### Required action
Restate the data exactly as given and keep the pictures out.

### Data below
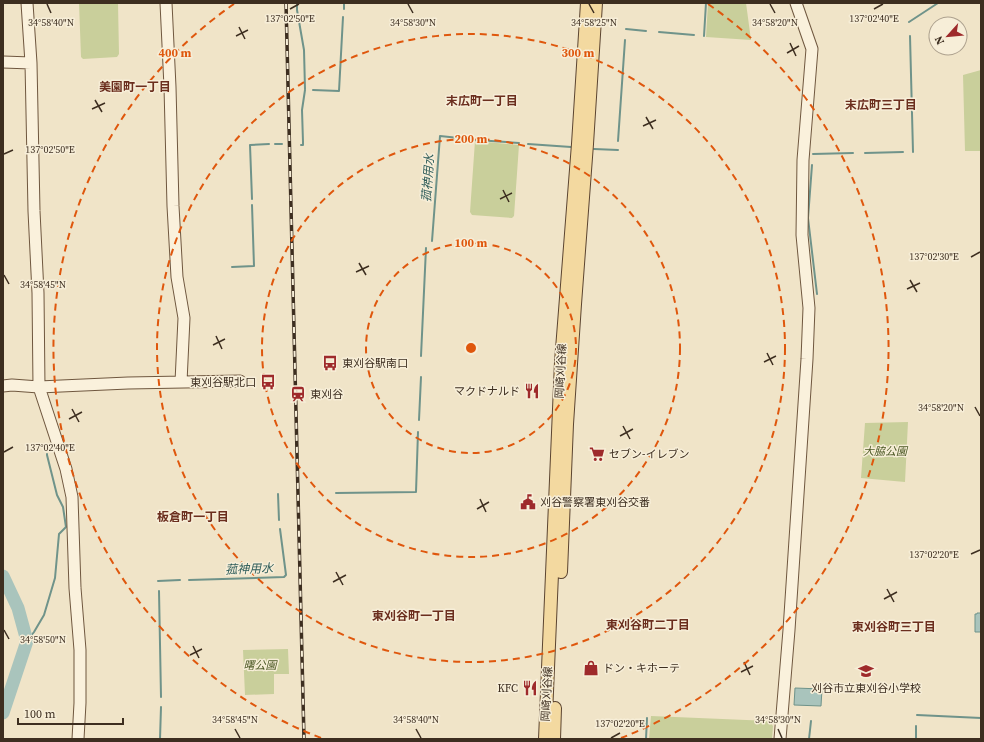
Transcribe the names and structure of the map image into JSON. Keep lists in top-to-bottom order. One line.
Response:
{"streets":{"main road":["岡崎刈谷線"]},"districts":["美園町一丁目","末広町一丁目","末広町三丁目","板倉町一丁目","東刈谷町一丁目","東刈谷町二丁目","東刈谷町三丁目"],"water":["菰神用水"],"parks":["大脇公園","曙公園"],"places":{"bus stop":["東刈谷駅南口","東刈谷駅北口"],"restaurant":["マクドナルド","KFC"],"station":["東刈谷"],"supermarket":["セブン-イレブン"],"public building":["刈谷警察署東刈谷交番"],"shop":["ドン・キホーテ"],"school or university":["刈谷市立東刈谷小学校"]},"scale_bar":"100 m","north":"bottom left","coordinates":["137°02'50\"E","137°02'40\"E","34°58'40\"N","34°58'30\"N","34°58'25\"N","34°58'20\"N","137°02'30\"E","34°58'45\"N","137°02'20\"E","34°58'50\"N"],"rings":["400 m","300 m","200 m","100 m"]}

### Your response
Transcribe the names and structure of the map image into JSON. Keep lists in top-to-bottom order. One line.
Response:
{"streets":{"main road":["岡崎刈谷線"]},"districts":["美園町一丁目","末広町一丁目","末広町三丁目","板倉町一丁目","東刈谷町一丁目","東刈谷町二丁目","東刈谷町三丁目"],"water":["菰神用水"],"parks":["大脇公園","曙公園"],"places":{"bus stop":["東刈谷駅南口","東刈谷駅北口"],"restaurant":["マクドナルド","KFC"],"station":["東刈谷"],"supermarket":["セブン-イレブン"],"public building":["刈谷警察署東刈谷交番"],"shop":["ドン・キホーテ"],"school or university":["刈谷市立東刈谷小学校"]},"scale_bar":"100 m","north":"bottom left","coordinates":["137°02'50\"E","137°02'40\"E","34°58'40\"N","34°58'30\"N","34°58'25\"N","34°58'20\"N","137°02'30\"E","34°58'45\"N","137°02'20\"E","34°58'50\"N"],"rings":["400 m","300 m","200 m","100 m"]}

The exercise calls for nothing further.